MATERIAL SHOWN.
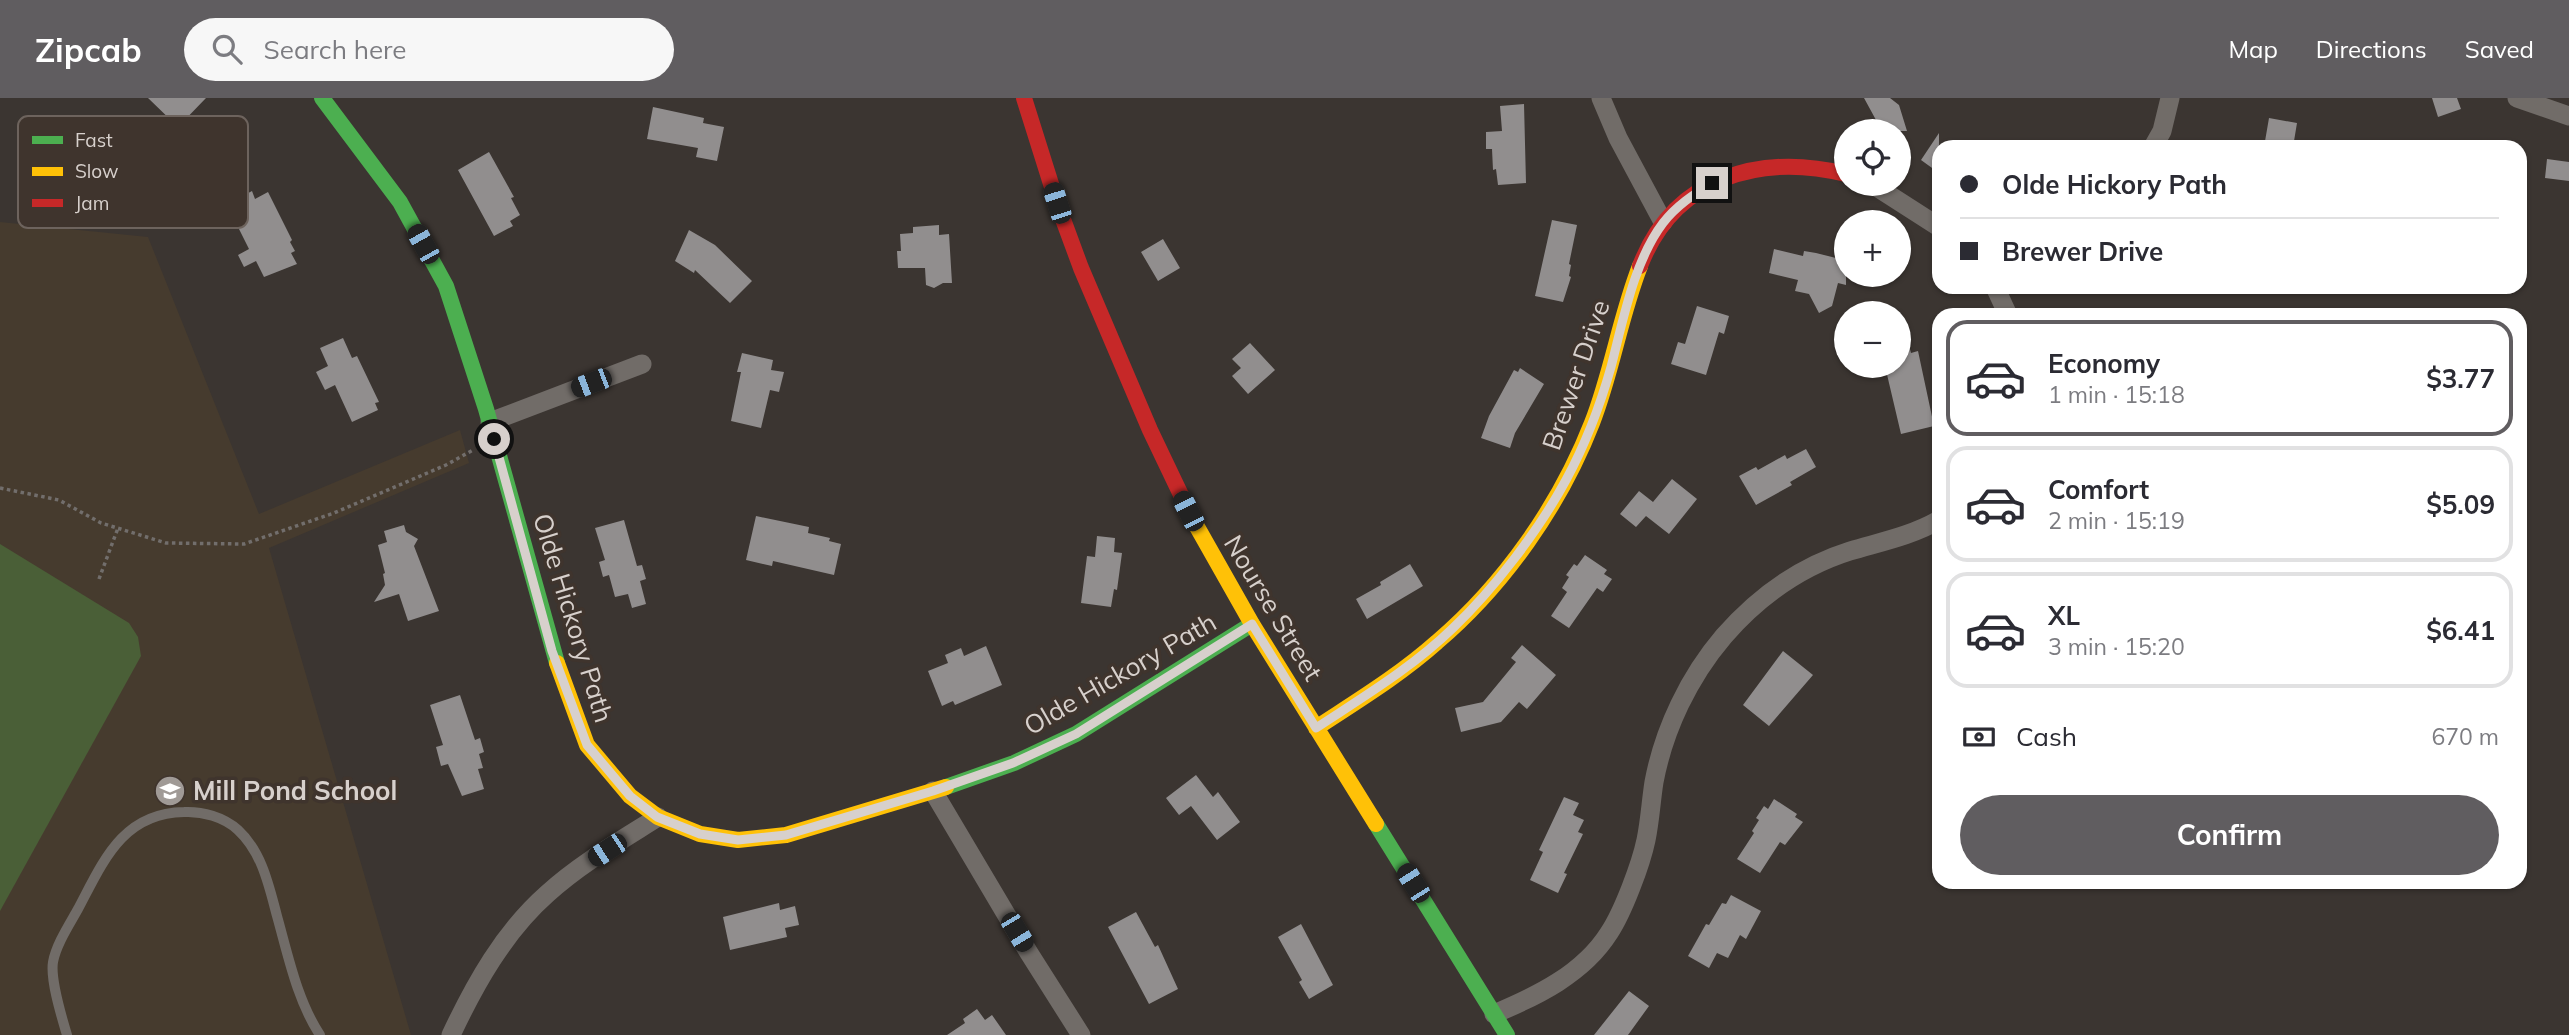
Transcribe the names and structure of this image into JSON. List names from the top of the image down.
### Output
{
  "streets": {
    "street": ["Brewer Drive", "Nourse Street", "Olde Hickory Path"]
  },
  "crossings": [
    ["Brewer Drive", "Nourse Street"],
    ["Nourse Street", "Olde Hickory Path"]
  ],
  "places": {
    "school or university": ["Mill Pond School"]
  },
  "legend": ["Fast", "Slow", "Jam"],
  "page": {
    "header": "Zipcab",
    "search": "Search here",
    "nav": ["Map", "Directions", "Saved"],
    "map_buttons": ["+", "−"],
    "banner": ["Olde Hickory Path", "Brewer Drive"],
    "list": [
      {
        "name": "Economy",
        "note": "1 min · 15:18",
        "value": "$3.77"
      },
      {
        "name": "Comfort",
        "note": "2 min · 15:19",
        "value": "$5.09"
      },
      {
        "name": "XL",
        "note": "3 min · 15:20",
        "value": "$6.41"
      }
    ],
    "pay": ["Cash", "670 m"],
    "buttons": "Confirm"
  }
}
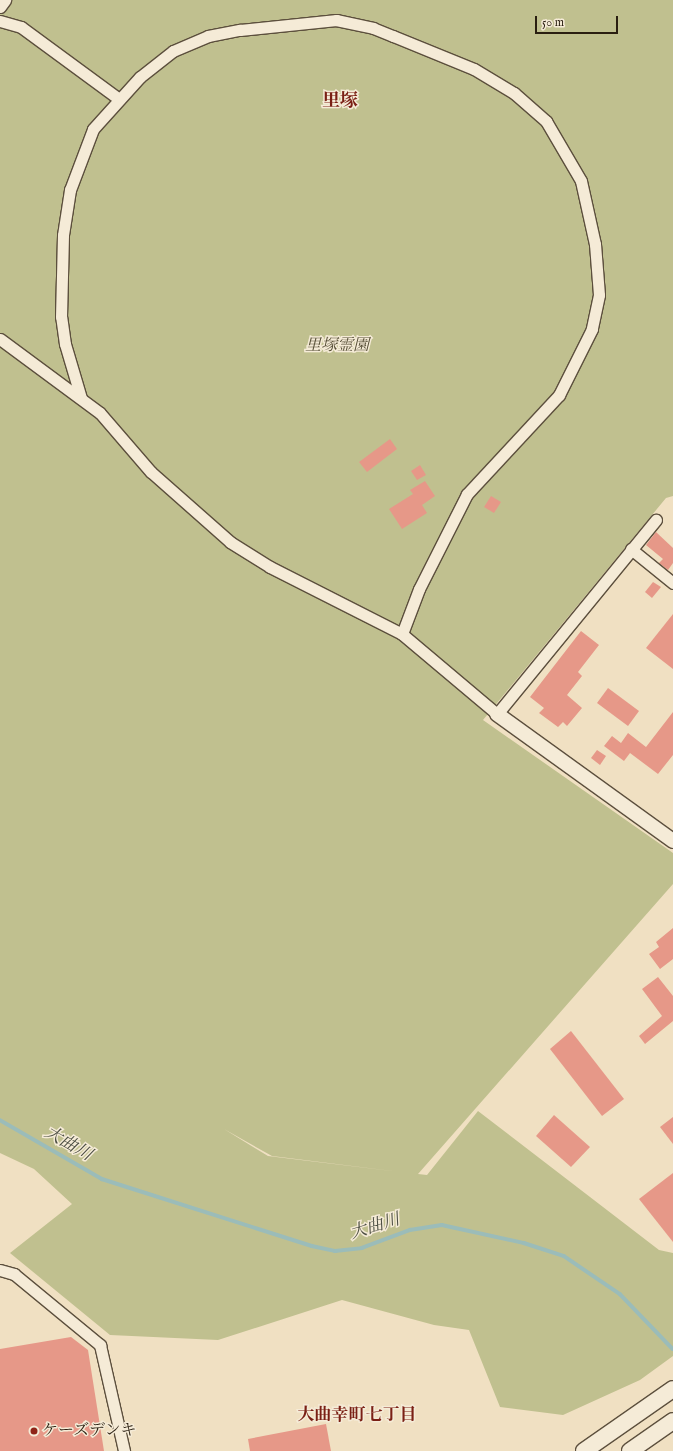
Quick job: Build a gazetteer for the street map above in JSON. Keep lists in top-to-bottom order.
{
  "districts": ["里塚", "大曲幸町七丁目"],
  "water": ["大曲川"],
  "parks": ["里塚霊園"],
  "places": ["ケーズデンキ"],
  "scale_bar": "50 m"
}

--

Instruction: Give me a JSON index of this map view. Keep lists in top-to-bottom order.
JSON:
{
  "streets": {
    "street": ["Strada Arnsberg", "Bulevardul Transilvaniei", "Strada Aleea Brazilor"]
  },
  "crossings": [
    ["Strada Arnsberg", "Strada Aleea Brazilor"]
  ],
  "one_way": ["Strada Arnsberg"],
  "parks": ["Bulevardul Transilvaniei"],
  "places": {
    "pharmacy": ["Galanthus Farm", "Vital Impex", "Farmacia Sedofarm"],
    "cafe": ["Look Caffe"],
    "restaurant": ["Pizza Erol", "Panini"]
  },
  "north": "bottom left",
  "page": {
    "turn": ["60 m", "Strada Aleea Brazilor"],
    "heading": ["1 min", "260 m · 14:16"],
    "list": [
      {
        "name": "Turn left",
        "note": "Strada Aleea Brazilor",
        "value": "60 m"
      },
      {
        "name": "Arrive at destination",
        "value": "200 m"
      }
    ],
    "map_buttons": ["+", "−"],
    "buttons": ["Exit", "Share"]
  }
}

ASSIGNMENT. If a line in the entries includes the word "this", copy that line out.

OUTPUT OF THE EXERCISE.
Transcribe the names and structure of this image into JSON. List names from the top of the image down.
Instruction: Give me a JSON index of this map view. Keep lists in top-to-bottom order.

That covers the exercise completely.